Can =NH2+ in Arginine's side chain form hydrogen bonding at physiological pH?

Question

I know that at physiological pH, Arginine will have its $\ce{=NH}$ protonated to $\ce{=NH2+}$. I was wondering if this $\ce{=NH2+}$ can still form a hydrogen bond by being a donor? And does the positive charge on Nitrogen affect the hydrogen bonding's strength? My confusion stems from the definition of hydrogen bonding, which says that hydrogen's electron cloud needs to be withdrawn by a more electronegative atom like $\ce{F, O, N}$ to be partially positive enough to participate. Therefore, I believe that the positively charged N will withdraw electrons from hydrogens more strongly, leading to more partially positively charged hydrogen and eventually stronger H-bonding with another molecule. Could someone please verify this for me?

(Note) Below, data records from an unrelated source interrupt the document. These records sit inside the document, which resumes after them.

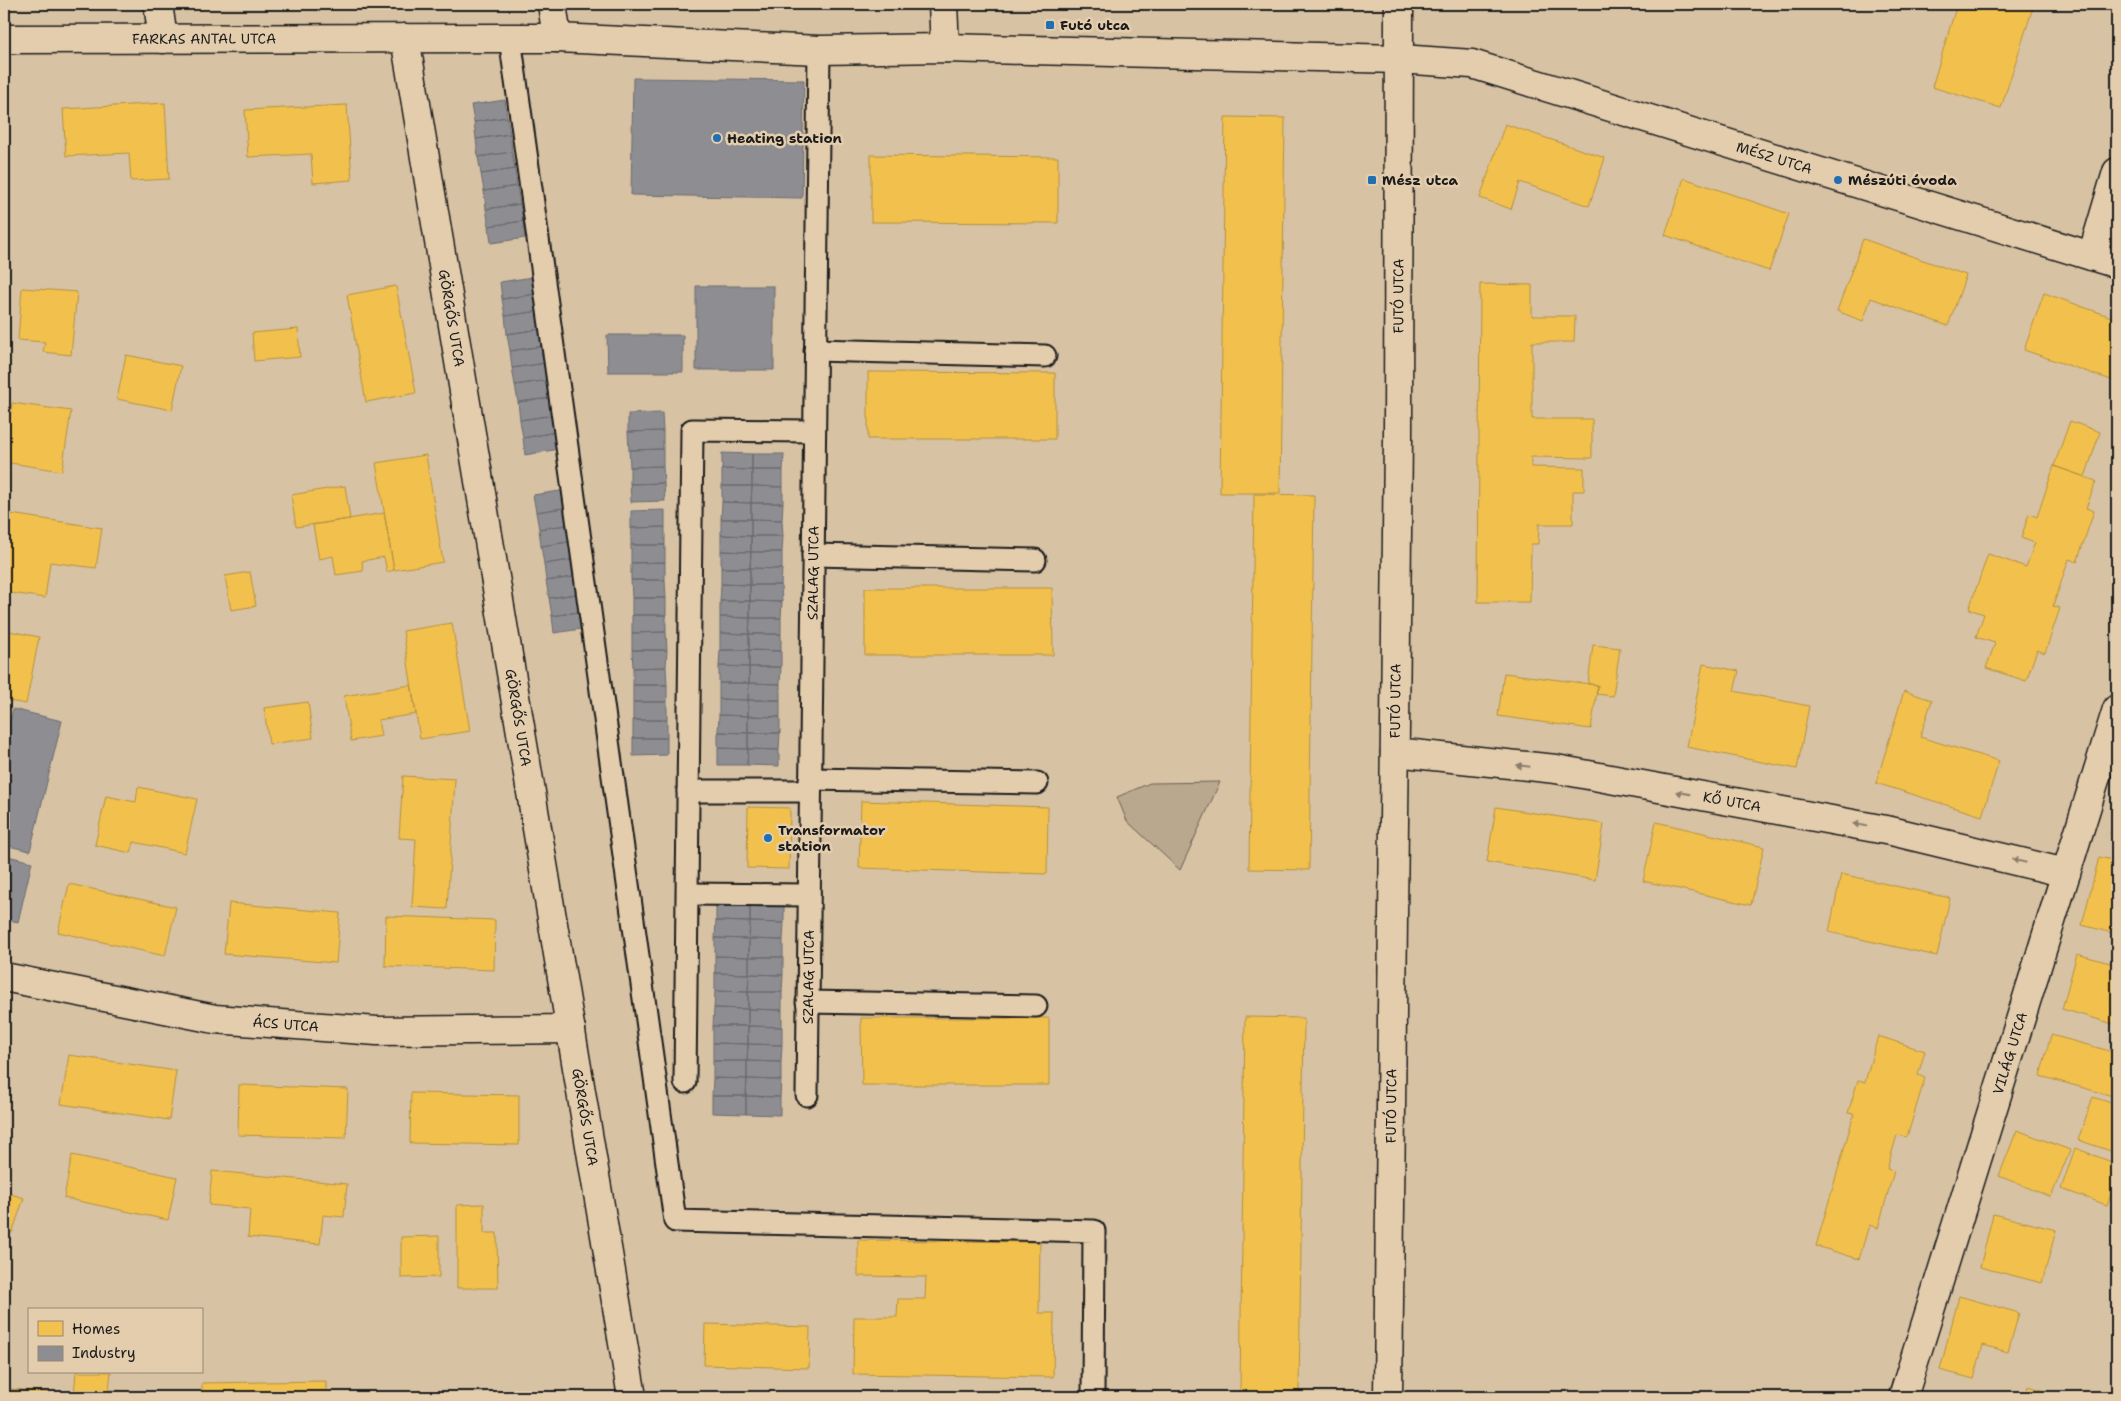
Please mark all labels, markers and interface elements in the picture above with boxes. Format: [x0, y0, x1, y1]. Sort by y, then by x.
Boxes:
place label: Futó utca [1060, 16, 1130, 34]
marker: Futó utca [1044, 19, 1056, 31]
street label: FARKAS ANTAL UTCA [132, 30, 276, 48]
place label: Heating station [727, 129, 842, 147]
marker: Heating station [711, 132, 723, 144]
street label: MÉSZ UTCA [1734, 138, 1814, 178]
place label: Mész utca [1382, 171, 1459, 189]
place label: Mészúti óvoda [1848, 171, 1957, 189]
marker: Mész utca [1366, 174, 1378, 186]
marker: Mészúti óvoda [1832, 174, 1844, 186]
street label: FUTÓ UTCA [1389, 259, 1407, 334]
street label: GÖRGŐS UTCA [435, 268, 469, 368]
street label: SZALAG UTCA [803, 526, 823, 620]
street label: FUTÓ UTCA [1386, 664, 1405, 739]
street label: GÖRGŐS UTCA [502, 667, 536, 768]
one-way arrow [1515, 762, 1531, 770]
street label: KŐ UTCA [1702, 787, 1763, 816]
one-way arrow [1675, 788, 1691, 796]
place label: Transformator station [778, 821, 886, 855]
one-way arrow [1852, 821, 1868, 829]
marker: Transformator station [762, 832, 774, 844]
one-way arrow [2011, 857, 2026, 865]
street label: SZALAG UTCA [799, 930, 818, 1024]
street label: VILÁG UTCA [1989, 1010, 2031, 1097]
street label: ÁCS UTCA [252, 1013, 319, 1036]
street label: GÖRGŐS UTCA [568, 1067, 602, 1167]
street label: FUTÓ UTCA [1382, 1068, 1400, 1144]
legend [28, 1308, 202, 1374]
text: Homes [72, 1319, 120, 1339]
text: Industry [72, 1343, 136, 1363]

Moreover, I have seen $\ce{=O}$ and $\ce{=N}$ forming hydrogen bonding by being an acceptor. However, I tried search but did not find any example of $\ce{=NH3+}$ or $\ce{=NH2R+}$ or NHR2+ forming hydrogen bonding as a donor. So can a Nitrogen with a double bond still participate in hydrogen bonding as a donor?

Answer 1

Yes, the arginine side chain is an excellent hydrogen bond donor. Charged N-H groups are even better hydrogen bond donors than the corresponding neutral N-H groups. Here is an article that gives examples of arginine side chains in hydrogen bonds. It showcases bidendate hydrogen bonds (i.e. two hydrogen bonds from the arginine side chain) with carboxylates and with nitrogenous bases of nucleic acids.

Specifically for proteins, if the hydrogen bond donor is positively charged (e.g. Arg+) and the hydrogen bond acceptor is negatively charged (e.g. Glu-), you have a combination of ionic and hydrogen bond interaction, which is particularly strong. It is often referred to as a salt bridge, such as in this example.

Both the glutamate and the arginine side chains are charged.